By: Michael Kassan, Chairman & CEO, MediaLink
“Man maintains his balance, poise and sense of security only as he is moving forward.” — Maxwell Maltz
I’ve always loved Maltz’s quote, which served as the foundation for the self-help movement that would follow in its wake. Yet it has always begged the question — what happens when the things that are moving us forward are the very things that are causing our insecurities?
As the 2014 year-end recaps roll in, we will see statements (all true) that we live in the “Age of the Platform” or the “Age of the Cloud” or the “Age of Mobile.” All of these are predicated on our drive to make information more accessible and moremeaningful. Yet with this fluidity and convenience comes vulnerability, and with the ability to manage vulnerability comes trust.
Brand marketing and its public market cousin “good will” are built on this bedrock.
In looking back over the last few months, many of the biggest stories this year were about breaches in trust. Whether it was Target’s CEO stepping down in the aftermath of a serious customer data breach, the leaked nude photos of Jennifer Lawrence or, most recently, this month’s trove of personal data and communication hacked from Sony Pictures.

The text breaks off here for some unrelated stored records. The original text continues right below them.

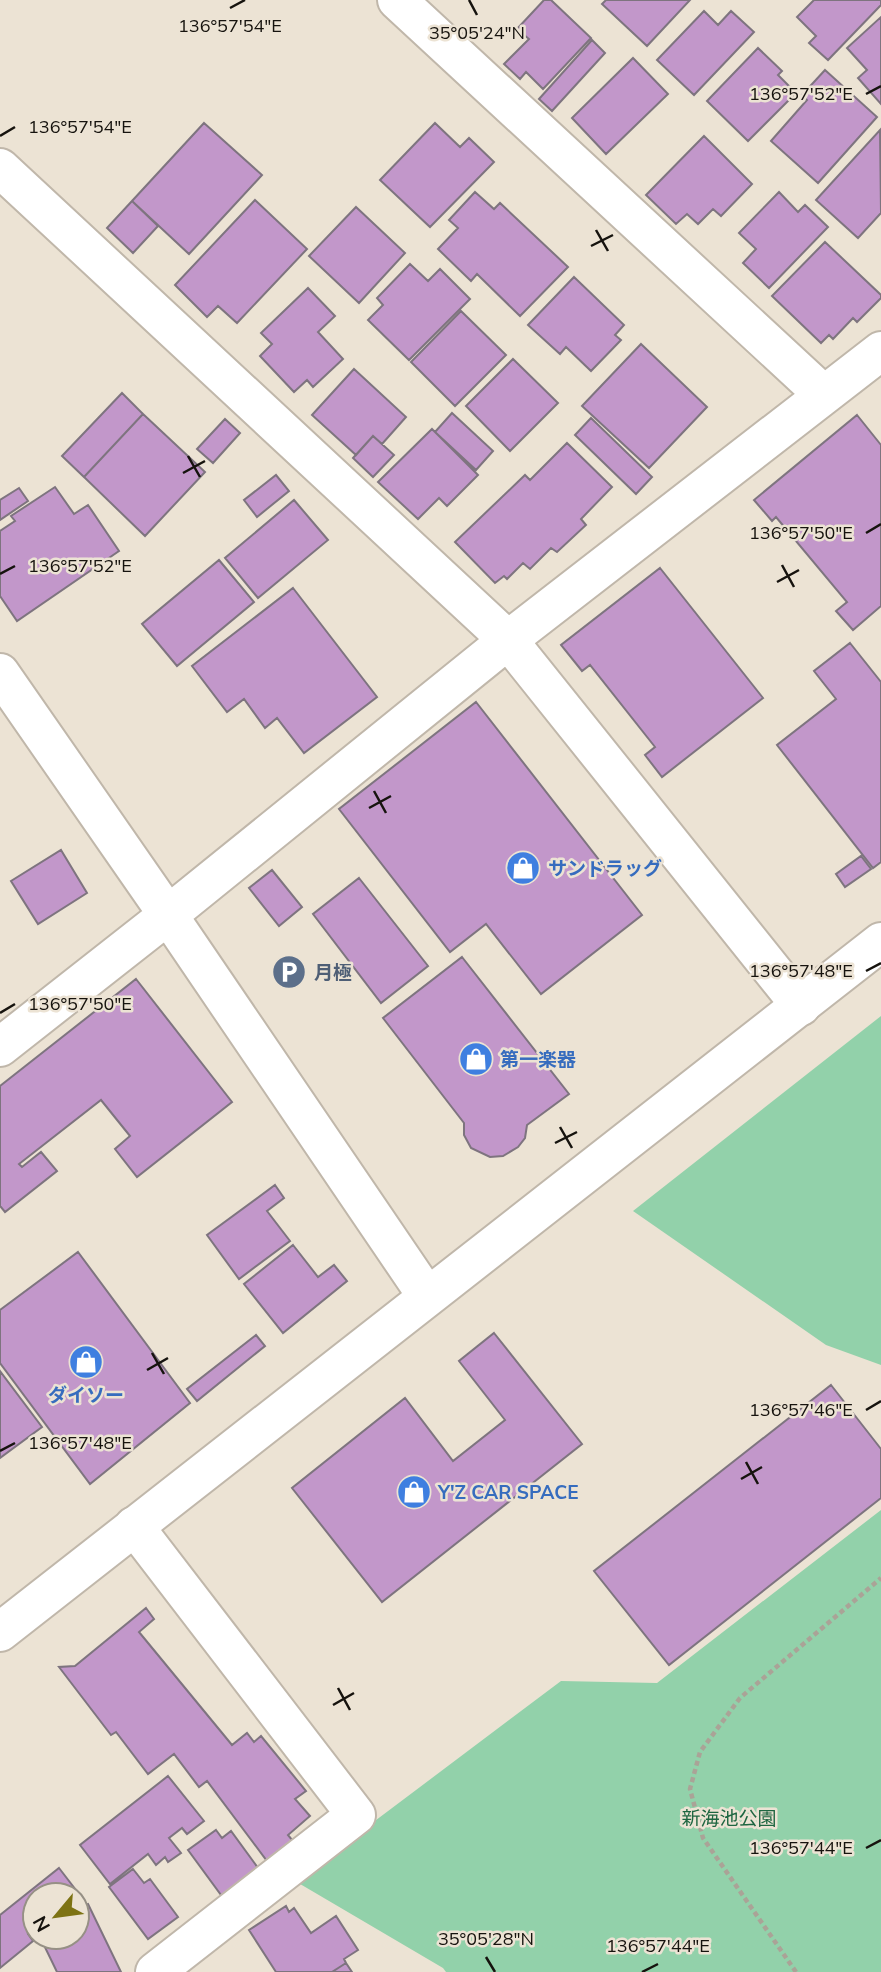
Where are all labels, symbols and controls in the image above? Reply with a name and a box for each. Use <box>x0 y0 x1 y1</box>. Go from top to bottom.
text: 136°57'54"E <box>178 14 282 37</box>
text: 35°05'24"N <box>429 21 525 44</box>
text: 136°57'52"E <box>749 82 853 105</box>
text: 136°57'54"E <box>28 115 132 138</box>
text: 136°57'50"E <box>749 521 853 544</box>
text: 136°57'52"E <box>28 554 132 577</box>
shop icon: サンドラッグ <box>504 849 542 887</box>
place label: サンドラッグ <box>548 856 662 880</box>
parking icon: 月極 <box>270 953 308 991</box>
text: 136°57'48"E <box>749 959 853 982</box>
place label: 月極 <box>314 960 352 984</box>
text: 136°57'50"E <box>28 992 132 1015</box>
shop icon: 第一楽器 <box>457 1040 495 1078</box>
place label: 第一楽器 <box>500 1047 576 1071</box>
shop icon: ダイソー <box>67 1343 105 1381</box>
place label: ダイソー <box>48 1383 124 1407</box>
text: 136°57'46"E <box>749 1398 853 1421</box>
text: 136°57'48"E <box>28 1431 132 1454</box>
shop icon: Y'Z CAR SPACE <box>395 1473 433 1511</box>
place label: Y'Z CAR SPACE <box>437 1480 579 1504</box>
park label: 新海池公園 <box>681 1806 777 1830</box>
text: 136°57'44"E <box>749 1836 853 1859</box>
north arrow <box>21 1881 91 1951</box>
text: N <box>27 1912 55 1936</box>
text: 35°05'28"N <box>438 1927 534 1950</box>
text: 136°57'44"E <box>606 1934 710 1957</box>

No one wishes this on their worst enemy. These stories are the consequences of bad actors taking advantage of our progress.
Respecting the security of information has always been an issue and a fascination of the public. (Watergate, anyone?) But this year something in the air changed. The security breaches of 2014 made (and have stayed in) the news not just because of Hollywood schadenfreude, but because of the scale and personalization of those affected.
It doesn’t matter if it was a state-backed terrorist attack or that of a private hacking group with a vengeance (both scary, both unforgivable). The consequences of all this are very serious, especially for us as marketers. Any security breach — whether it’s financial data, customer details or even organizational “dirty laundry” — erodes the trust and goodwill that is essential to brands. Once a brand loses the trust of its consumers, it may never earn it back. To paraphrase the sentiments of Snapchat founder Evan Spiegel, it truly has “devastating” implications.
There can’t be confusion any longer: There is no separate “digital world” anymore — it’s just the world we live in. The CMO, CIO, CTO mash-up is at its most heightened urgency when it comes to working on cybersecurity. What does choosing one malware protection software over the other say about a CPG or QSR company? How does that impact the way our audiences and consumers view us as credible service or product providers?
Protecting consumer data was always table-stakes, but the stakes — clearly — have gotten much higher.
My prediction was that 2014 would be the year in which how a business managed the “mashup” of the CMO/CIO/CTO would become the differentiator between companies that would flourish and flounder.
Going into 2015, the mash-up is complete. There is no longer such a thing as a “technical issue.” Everything is now a consumer issue.